BELTRAN : Que demandent les glaciologues et les chercheurs en cryosphère à la COP30 ?

JACKSON : Nous sommes ici pour plusieurs raisons différentes. Nous essayons de communiquer des informations sur la cryosphère, les différentes manières dont les changements glaciaires nous affectent. Il s’agit de changements dans l’approvisionnement en eau, de risques tels que les inondations et de l’élévation du niveau de la mer.

Nous essayons de nous assurer que les négociateurs comprennent les données scientifiques, qu’ils disposent des faits et qu’ils disposent du langage dont ils ont besoin. Nous travaillons dur pour que cela figure dans le texte, et parfois nous constatons que les gens dans certaines parties du monde se demandent : « Pourquoi sommes-nous intéressés par la glace de mer ? Cela ne nous affecte pas. Vous savez, nous ne sommes pas dans l’Arctique, la glace de mer ne nous affecte pas. »

Les changements dans la glace de mer affectent tout le monde, car ils affectent l’albédo de la Terre. À mesure que nous perdons la glace de mer, la Terre se réchauffe encore plus rapidement. … Nous nous battrons si nécessaire pour que cela reste dans le texte, car il y a toujours beaucoup de discussions sur ce qui devrait et ne devrait pas figurer dans le texte.

BELTRAN : Vous êtes actuellement à la COP30 à Belém, au Brésil, où se déroulent ces négociations sur le climat. Quels sont les sentiments là-bas ?

JACKSON : Les sentiments ici varient beaucoup. Des pays comme le Tadjikistan, le Népal et le Bhoutan constatent désormais réellement les effets des changements dans les glaciers. Ils ont peut-être vu des morts à cause de ces inondations glaciaires, ou ils ont peut-être vu d’autres inondations causées par des pluies soudaines sur la neige. Ils sont très inquiets.

« Cela ne sert à rien de continuer à gagner de l’argent si le monde entier est tellement aux prises avec le changement climatique que plus personne ne s’intéresse à l’achat de pétrole, mais simplement à sa survie. »

Les États insulaires de basse altitude ont une coalition, et ils sont également très inquiets, car, comme ils le disent, ils ont le moins contribué au changement climatique, mais ils sont parmi ceux qui souffrent le plus, et certaines de ces îles sont très basses. Ils se demandent : « Serons-nous encore là d’ici la fin du siècle ? » Ils ressentent vraiment l’urgence.

Il y a beaucoup de pays ici qui exportent du pétrole, et beaucoup d’entre eux sont très réticents à voir l’urgence. De toute évidence, leurs pays gagnent beaucoup d’argent en exportant du pétrole et ils veulent donc continuer. Je pense qu’ils ne comprennent pas vraiment que cela va affecter tout le monde. Cela ne sert à rien de continuer à gagner de l’argent si le monde entier est tellement aux prises avec le changement climatique que plus personne ne s’intéresse à l’achat de pétrole, mais simplement à la survie.

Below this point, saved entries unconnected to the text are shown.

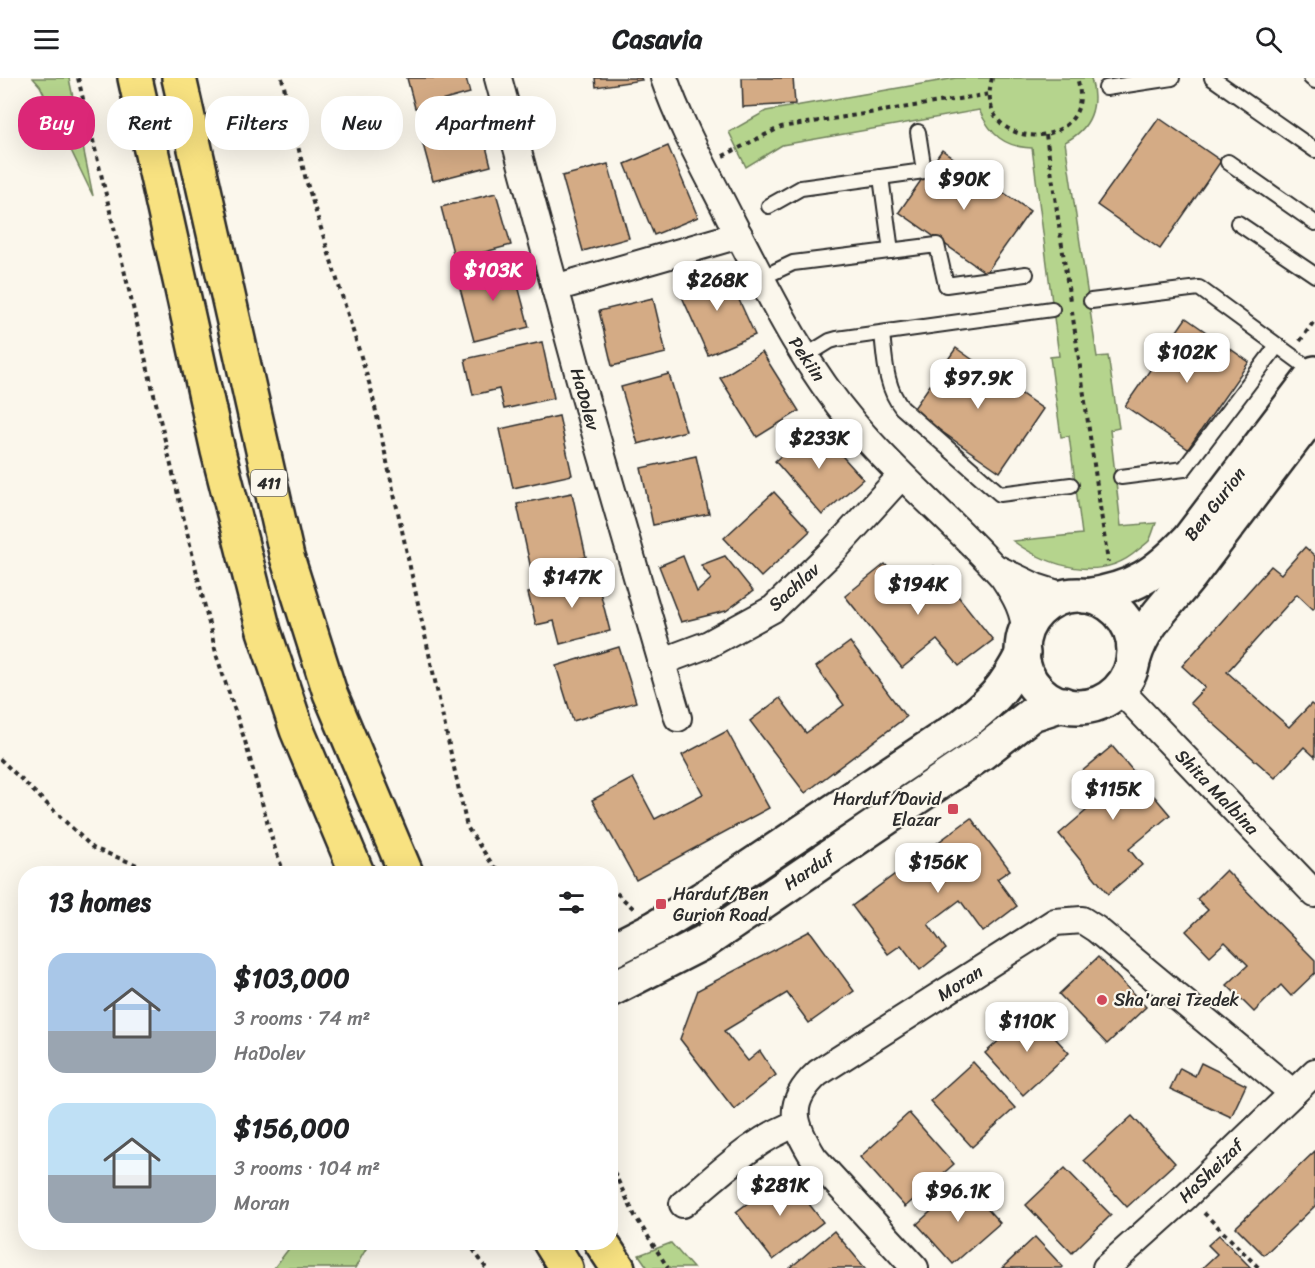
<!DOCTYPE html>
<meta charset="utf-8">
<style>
body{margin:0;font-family:Sriracha,sans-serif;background:#f6f6f6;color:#202124;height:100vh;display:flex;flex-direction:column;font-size:22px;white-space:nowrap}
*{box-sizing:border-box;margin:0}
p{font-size:20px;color:#757577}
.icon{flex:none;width:33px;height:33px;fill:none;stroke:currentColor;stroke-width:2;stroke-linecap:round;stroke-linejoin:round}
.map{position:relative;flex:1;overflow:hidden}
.details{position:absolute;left:18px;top:788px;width:600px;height:384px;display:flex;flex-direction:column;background:#fff;border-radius:24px;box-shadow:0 6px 24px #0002}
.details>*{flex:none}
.guide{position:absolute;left:18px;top:18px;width:600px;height:54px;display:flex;gap:12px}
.price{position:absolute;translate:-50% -51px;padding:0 14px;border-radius:12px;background:#fff;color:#222;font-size:20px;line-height:39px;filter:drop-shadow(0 2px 3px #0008)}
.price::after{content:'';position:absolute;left:50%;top:36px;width:18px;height:14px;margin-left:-9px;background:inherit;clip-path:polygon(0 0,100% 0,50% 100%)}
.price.active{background:#db2777;color:#fff}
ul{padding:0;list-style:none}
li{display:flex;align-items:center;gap:18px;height:150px;padding:0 30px}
li span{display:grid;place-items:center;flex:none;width:168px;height:120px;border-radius:18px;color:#555}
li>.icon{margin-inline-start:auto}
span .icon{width:72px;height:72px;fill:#fffc;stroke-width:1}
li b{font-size:26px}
h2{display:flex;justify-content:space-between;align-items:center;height:72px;padding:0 30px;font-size:26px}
.chip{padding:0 21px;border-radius:24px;background:#fff;box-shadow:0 6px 24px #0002;font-size:21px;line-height:54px}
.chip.active{background:#db2777;color:#fff}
header{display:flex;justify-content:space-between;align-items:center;height:78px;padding:0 30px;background:#fff;font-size:27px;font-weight:700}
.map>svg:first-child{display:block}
.green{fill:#b5d48d;stroke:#70805c;stroke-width:1.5}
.building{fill:#d4ab85;stroke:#2b2b2b;stroke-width:1.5}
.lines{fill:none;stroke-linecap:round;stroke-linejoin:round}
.service-casing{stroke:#2b2b2b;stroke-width:18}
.minor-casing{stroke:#2b2b2b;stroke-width:30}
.tertiary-casing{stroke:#2b2b2b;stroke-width:38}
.primary-casing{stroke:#2b2b2b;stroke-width:38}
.path{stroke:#2b2b2b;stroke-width:4;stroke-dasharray:4.5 4.5;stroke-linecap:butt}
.service{stroke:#fbf7ec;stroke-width:14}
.minor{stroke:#fbf7ec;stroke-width:26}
.tertiary{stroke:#fbf7ec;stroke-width:33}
.primary{stroke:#f8e281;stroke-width:33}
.poi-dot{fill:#d1495b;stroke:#fbf7ec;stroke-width:2}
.labels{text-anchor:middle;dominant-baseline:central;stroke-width:4.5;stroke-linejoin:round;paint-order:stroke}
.shield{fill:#fbf7ec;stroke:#696865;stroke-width:1.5}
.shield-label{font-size:16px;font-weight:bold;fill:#2b2b2b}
.street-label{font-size:18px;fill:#2b2b2b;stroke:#fbf7ec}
.poi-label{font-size:18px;fill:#2b2b2b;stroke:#fbf7ec;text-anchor:start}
</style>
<header><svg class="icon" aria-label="menu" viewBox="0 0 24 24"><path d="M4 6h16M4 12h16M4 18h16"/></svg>Casavia<svg class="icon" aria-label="search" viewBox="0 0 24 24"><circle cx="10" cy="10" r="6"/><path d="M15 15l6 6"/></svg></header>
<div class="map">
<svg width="1315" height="1190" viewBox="0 0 1315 1190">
<rect width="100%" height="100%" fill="#fbf7ec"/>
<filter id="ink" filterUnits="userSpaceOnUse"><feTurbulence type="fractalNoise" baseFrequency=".0167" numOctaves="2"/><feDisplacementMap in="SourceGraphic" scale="12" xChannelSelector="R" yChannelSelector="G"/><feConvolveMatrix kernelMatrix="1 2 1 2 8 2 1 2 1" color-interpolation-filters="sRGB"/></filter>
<g filter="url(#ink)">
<g class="green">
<path d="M33,0H69L93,118L40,8Z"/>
<path d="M956,0H1091C1099,28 1091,51 1065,64L1097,279L1108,278L1119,350L1110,352L1121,448L1156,445C1154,450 1152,458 1149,463C1146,466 1142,469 1138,472C1101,505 1049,489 1013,463L1082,456L1069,358L1061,359L1050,279L1059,278L1032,70C1004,69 991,57 979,32L782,67L746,89L729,54L766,33Z"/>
<path d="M294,1164H370L355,1190H274Z"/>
<path d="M671,1165L693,1190H648L639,1177Z"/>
</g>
<g class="building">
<path d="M407,0H466L470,15L415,30Z"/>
<path d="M595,0H641L642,2L596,9Z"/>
<path d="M742,0H793L795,26L743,29Z"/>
<path d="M477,33L491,88L433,103L418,48Z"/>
<path d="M1159,40L1221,83L1160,171L1097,127Z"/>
<path d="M668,68L698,139L654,157L625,86Z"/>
<path d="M942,72L1030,133L986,195L899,134Z"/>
<path d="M608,86L629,160L583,173L562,98Z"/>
<path d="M496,115L511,167L455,182L441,129Z"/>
<path d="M512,185L529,249L474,263L457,199Z"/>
<path d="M725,191L755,257L708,277L679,212Z"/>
<path d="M653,220L666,275L612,288L599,233Z"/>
<path d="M1186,240L1249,284L1188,371L1125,328Z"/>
<path d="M542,264L554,320L504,331L499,311L473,317L465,281Z"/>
<path d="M956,270L1043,331L1000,394L912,333Z"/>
<path d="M762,274L799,333L757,359L720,300Z"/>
<path d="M669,296L686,353L638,366L621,309Z"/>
<path d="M559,338L572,397L513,410L500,351Z"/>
<path d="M815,348L863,401L822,437L775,383Z"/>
<path d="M696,378L709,436L653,447L641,390Z"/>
<path d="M774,414L810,453L761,499L724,460Z"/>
<path d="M572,415L586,479L531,491L517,426Z"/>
<path d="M1305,469L1315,478V529L1313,531L1297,516L1227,594L1289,649L1311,626L1315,629V679L1304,669L1275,700L1190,625L1205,609L1182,588L1271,488L1281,496Z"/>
<path d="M683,478L697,514L711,501L701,487L725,478L753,513L726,533L681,544L659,488Z"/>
<path d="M885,486L905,511L934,488L993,562L959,588L937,562L902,590L845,518Z"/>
<path d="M596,498L610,553L560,566L554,543L536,547L528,515Z"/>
<path d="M850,564L906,639L805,715L750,643L780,620L806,655L844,627L816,589Z"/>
<path d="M619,569L636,624L573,643L556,588Z"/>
<path d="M727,653L769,730L636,802L592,722L633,700L655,741L703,716L682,677Z"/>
<path d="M1112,668L1170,737L1129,771L1142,787L1108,816L1059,756L1101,720L1080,695Z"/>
<path d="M971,740L1010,792L997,801L1017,828L983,854L960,822L928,846L946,871L920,892L901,867L888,876L852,828Z"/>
<path d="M1226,792L1315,882V895L1291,918L1281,907L1254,934L1227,907L1248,887L1225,864L1210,878L1186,853L1208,832L1197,821Z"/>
<path d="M810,853L854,913L809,945L787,915L724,953L748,983L760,973L776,997L734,1031L680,961L698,912Z"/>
<path d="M1098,879L1146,929L1107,966L1059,916Z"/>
<path d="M1031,934L1069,975L1023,1017L985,975Z"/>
<path d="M973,984L1015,1030L972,1069L930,1023Z"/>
<path d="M1201,985L1246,1007L1231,1039L1170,1011L1180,990L1195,998Z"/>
<path d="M909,1035L954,1086L905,1129L860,1079Z"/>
<path d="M1132,1038L1175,1085L1127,1129L1084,1082Z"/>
<path d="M1315,1073V1128L1264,1177L1236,1149Z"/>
<path d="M1065,1090L1111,1137L1072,1175L1026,1127Z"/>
<path d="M786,1096L823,1144L773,1182L736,1134Z"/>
<path d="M963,1104L1000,1145L953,1186L917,1146Z"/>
<path d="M834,1153L865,1190H790Z"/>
<path d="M1219,1157L1251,1190H1202L1217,1176L1208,1167Z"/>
<path d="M1035,1159L1063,1189L1062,1190H1002Z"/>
</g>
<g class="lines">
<defs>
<g id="service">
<path d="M1212,0L1315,72"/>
<path d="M1311,0L1315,3"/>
<path d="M1106,10L1172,0"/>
<path d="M1228,84L1315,145"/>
<path d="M881,99L891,173"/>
<path d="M769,128L801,110L924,93L918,54"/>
<path d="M1238,145L1315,197"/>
<path d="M761,200L793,185L937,167L946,207L1026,196"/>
<path d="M1091,223L1199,210L1315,295"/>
<path d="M882,255C885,281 885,309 902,330L1000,416L1071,407"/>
<path d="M804,279L830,263L837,261L1052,231"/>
<path d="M1121,399L1184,391L1277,268"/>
</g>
<g id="minor">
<path d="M498,0L582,309L678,640"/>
<path d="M664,0C681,49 707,94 730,140C768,213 800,282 854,346C900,401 956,445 1003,499C1015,517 1026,535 1025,558"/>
<path d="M555,210L739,157"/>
<path d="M998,491L1036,509L1067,519"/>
<path d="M661,584L709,566L773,531L835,471L901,398"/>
<path d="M1119,611L1315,816"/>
<path d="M683,1126C719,1097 752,1062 796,1046"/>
<path d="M915,1190L814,1080C793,1046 785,1025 818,995L1055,844L1082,842L1096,851L1293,1015"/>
<path d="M1106,1190L1186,1118L1315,994"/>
</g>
<g id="tertiary">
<circle cx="1078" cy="573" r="56"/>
<path d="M1085,518C1134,511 1156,496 1189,461L1315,295"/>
<path d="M1134,580C1144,546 1169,525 1190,498C1232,443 1273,388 1315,333"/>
<path d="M610,873L655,850L702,821L961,648C993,623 1004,612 1023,575"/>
<path d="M610,912L704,864L982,675L1032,636L1063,626"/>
</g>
<g id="primary">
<path d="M135,0L218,373L264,553L297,652L357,795"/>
<path d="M179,0L287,479L330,615L406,795"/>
<path d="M550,1164L566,1190"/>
<path d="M601,1164L618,1190"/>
</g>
</defs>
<use href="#service" class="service-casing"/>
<use href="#minor" class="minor-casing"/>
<use href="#tertiary" class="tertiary-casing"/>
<use href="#primary" class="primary-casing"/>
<g class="path">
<path d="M78,0L217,579L245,663L274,768L284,795"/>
<path d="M282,0L306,102L371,311L467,749L494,789L505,795"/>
<path d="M992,0C971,79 1101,74 1077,0"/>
<path d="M1046,57L1070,223"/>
<path d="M723,78L781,49L990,16"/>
<path d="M1072,233L1108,484"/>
<path d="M1300,263L1315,242"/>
<path d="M0,681L93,770L158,795"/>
<path d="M610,809L634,831"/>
<path d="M610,1086L635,1138L668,1190"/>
<path d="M1204,1135L1259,1190"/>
<path d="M468,1164L486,1190"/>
</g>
<use href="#service" class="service"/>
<use href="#minor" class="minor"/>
<use href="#tertiary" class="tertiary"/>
<use href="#primary" class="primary"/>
</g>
</g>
<g class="poi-dot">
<rect x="947" y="725" width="12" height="12" rx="3"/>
<rect x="655" y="820" width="12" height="12" rx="3"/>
<circle cx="1102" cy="922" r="6"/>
</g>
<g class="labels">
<rect class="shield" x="251" y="392" width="36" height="26" rx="4.5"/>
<g class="shield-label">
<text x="269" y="405">411</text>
</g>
<g class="street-label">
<text transform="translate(807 281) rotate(56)">Pekiin</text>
<text transform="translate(585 321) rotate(74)">HaDolev</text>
<text transform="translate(1215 426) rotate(-52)">Ben Gurion</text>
<text transform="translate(794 509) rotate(-42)">Sachlav</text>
<text transform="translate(1217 714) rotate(46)">Shita Malbina</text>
<text transform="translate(809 792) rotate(-34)">Harduf</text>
<text transform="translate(960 905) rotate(-33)">Moran</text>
<text transform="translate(1211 1093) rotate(-44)">HaSheizaf</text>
</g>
<g class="poi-label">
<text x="941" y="721" text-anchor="end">Harduf/David<tspan x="941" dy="21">Elazar</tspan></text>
<text x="673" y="816">Harduf/Ben<tspan x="673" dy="21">Gurion Road</tspan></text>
<text x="1114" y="922">Sha'arei Tzedek</text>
</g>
</g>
</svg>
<b class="price" style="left:964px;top:133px">$90K</b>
<b class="price active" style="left:493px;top:224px">$103K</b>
<b class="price" style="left:717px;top:234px">$268K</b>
<b class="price" style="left:1187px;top:306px">$102K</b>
<b class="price" style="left:978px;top:332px">$97.9K</b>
<b class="price" style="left:819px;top:392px">$233K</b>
<b class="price" style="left:572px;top:531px">$147K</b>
<b class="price" style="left:918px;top:538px">$194K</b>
<b class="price" style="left:1113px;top:743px">$115K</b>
<b class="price" style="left:938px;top:816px">$156K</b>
<b class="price" style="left:1027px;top:975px">$110K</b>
<b class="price" style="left:780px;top:1139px">$281K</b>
<b class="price" style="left:958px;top:1145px">$96.1K</b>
<div class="guide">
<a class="chip active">Buy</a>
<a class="chip">Rent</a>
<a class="chip">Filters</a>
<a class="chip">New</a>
<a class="chip">Apartment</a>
</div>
<section class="details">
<h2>13 homes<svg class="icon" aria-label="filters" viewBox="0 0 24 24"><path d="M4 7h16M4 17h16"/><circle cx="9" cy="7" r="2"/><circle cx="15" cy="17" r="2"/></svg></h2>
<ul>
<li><span style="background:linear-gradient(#a9c7e8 65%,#9aa5b1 0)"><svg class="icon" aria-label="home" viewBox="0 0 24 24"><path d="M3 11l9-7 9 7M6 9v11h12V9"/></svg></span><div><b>$103,000</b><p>3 rooms · 74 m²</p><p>HaDolev</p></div></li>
<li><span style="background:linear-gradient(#bfe0f5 60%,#9aa5b1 0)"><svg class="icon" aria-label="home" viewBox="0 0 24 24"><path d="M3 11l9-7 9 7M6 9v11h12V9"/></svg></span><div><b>$156,000</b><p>3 rooms · 104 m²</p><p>Moran</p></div></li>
</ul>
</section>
</div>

C’est donc frustrant ici, et pour certaines personnes, c’est existentiel en raison des perturbations à l’échelle mondiale. Nous avons des perturbations dans le commerce. Nous avons davantage de personnes qui migrent parce que là où elles vivent, elles ne peuvent plus survivre. Donc, globalement, cela va affecter tout le monde.

Il est très difficile d’essayer de faire comprendre cela à certains pays qui ne sont peut-être pas immédiatement touchés, mais qui le seront à long terme. Mais nous continuons d’essayer.